§ **What to produce**: Each line of the records below that contains "Oddelenie" needs to be copied.

§ **The data**:
========

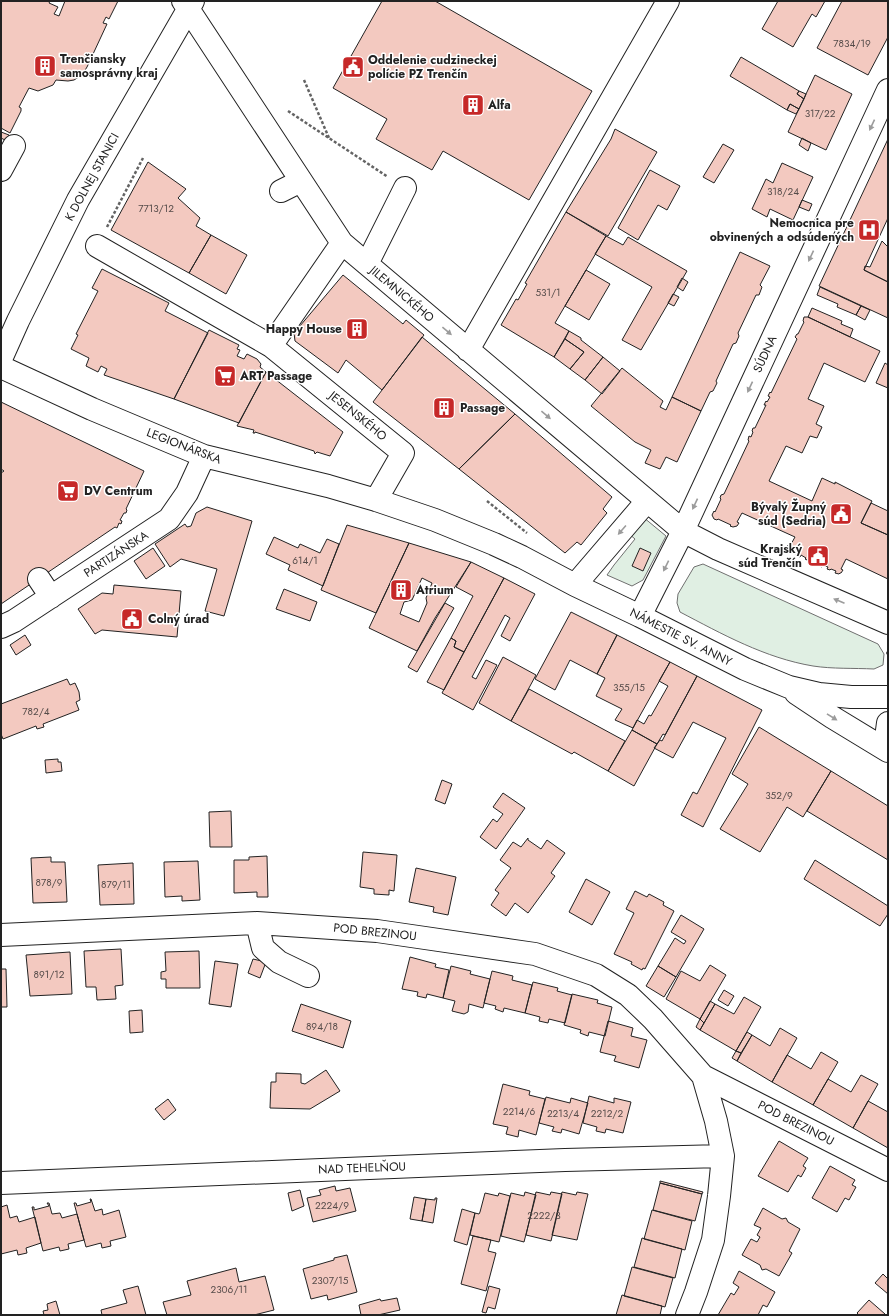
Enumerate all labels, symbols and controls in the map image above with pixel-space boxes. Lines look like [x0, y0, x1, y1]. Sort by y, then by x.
house number: 7834/19 [833, 36, 871, 51]
place label: Trenčiansky samosprávny kraj [60, 50, 158, 82]
place label: Oddelenie cudzineckej polície PZ Trenčín [368, 51, 497, 83]
building icon: Trenčiansky samosprávny kraj [32, 53, 58, 79]
public building icon: Oddelenie cudzineckej polície PZ Trenčín [340, 54, 366, 80]
building icon: Alfa [460, 92, 486, 118]
place label: Alfa [487, 96, 511, 114]
house number: 317/22 [805, 106, 836, 121]
one-way arrow [868, 120, 874, 132]
street label: K DOLNEJ STANICI [60, 130, 124, 224]
house number: 318/24 [767, 184, 799, 199]
house number: 7713/12 [138, 201, 174, 216]
place label: Nemocnica pre obvinených a odsúdených [710, 214, 854, 246]
hospital icon: Nemocnica pre obvinených a odsúdených [856, 217, 882, 243]
one-way arrow [808, 250, 814, 262]
street label: JILEMNICKÉHO [364, 260, 438, 326]
house number: 531/1 [535, 285, 561, 300]
building icon: Happy House [344, 316, 370, 342]
place label: Happy House [266, 320, 342, 338]
one-way arrow [441, 327, 452, 336]
street label: SÚDNA [749, 332, 782, 376]
supermarket icon: ART Passage [212, 363, 238, 389]
place label: ART Passage [239, 367, 312, 385]
one-way arrow [747, 381, 753, 392]
street label: JESENSKÉHO [324, 386, 391, 445]
building icon: Passage [431, 395, 457, 421]
place label: Passage [460, 399, 505, 417]
one-way arrow [540, 411, 551, 420]
street label: LEGIONÁRSKA [144, 423, 224, 469]
supermarket icon: DV Centrum [55, 478, 81, 504]
place label: DV Centrum [84, 482, 153, 500]
place label: Bývalý Župný súd (Sedria) [751, 498, 827, 530]
one-way arrow [692, 499, 698, 510]
public building icon: Bývalý Župný súd (Sedria) [828, 501, 854, 527]
one-way arrow [617, 525, 626, 536]
street label: PARTIZÁNSKA [80, 526, 152, 582]
place label: Krajský súd Trenčín [738, 540, 803, 572]
public building icon: Krajský súd Trenčín [805, 543, 831, 569]
house number: 614/1 [292, 553, 318, 568]
one-way arrow [662, 560, 669, 572]
building icon: Atrium [388, 577, 414, 603]
place label: Atrium [415, 581, 454, 599]
one-way arrow [832, 597, 844, 603]
street label: NÁMESTIE SV. ANNY [627, 603, 735, 671]
public building icon: Colný úrad [119, 606, 145, 632]
place label: Colný úrad [148, 610, 209, 628]
house number: 355/15 [613, 680, 645, 695]
house number: 782/4 [22, 704, 50, 719]
one-way arrow [827, 713, 838, 721]
house number: 352/9 [765, 788, 793, 803]
house number: 878/9 [36, 875, 63, 890]
house number: 879/11 [101, 877, 131, 892]
street label: POD BREZINOU [332, 919, 418, 945]
house number: 891/12 [33, 967, 65, 982]
house number: 894/18 [306, 1019, 338, 1034]
street label: POD BREZINOU [755, 1096, 837, 1150]
house number: 2214/6 [503, 1104, 536, 1119]
house number: 2213/4 [547, 1106, 579, 1121]
house number: 2212/2 [591, 1106, 624, 1121]
street label: NAD TEHELŇOU [318, 1157, 406, 1179]
house number: 2224/9 [315, 1198, 349, 1213]
house number: 2222/3 [527, 1208, 561, 1223]
house number: 2307/15 [312, 1273, 349, 1288]
house number: 2306/11 [210, 1282, 248, 1297]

========

§ **Task result**:
place label: Oddelenie cudzineckej polície PZ Trenčín [368, 51, 497, 83]
public building icon: Oddelenie cudzineckej polície PZ Trenčín [340, 54, 366, 80]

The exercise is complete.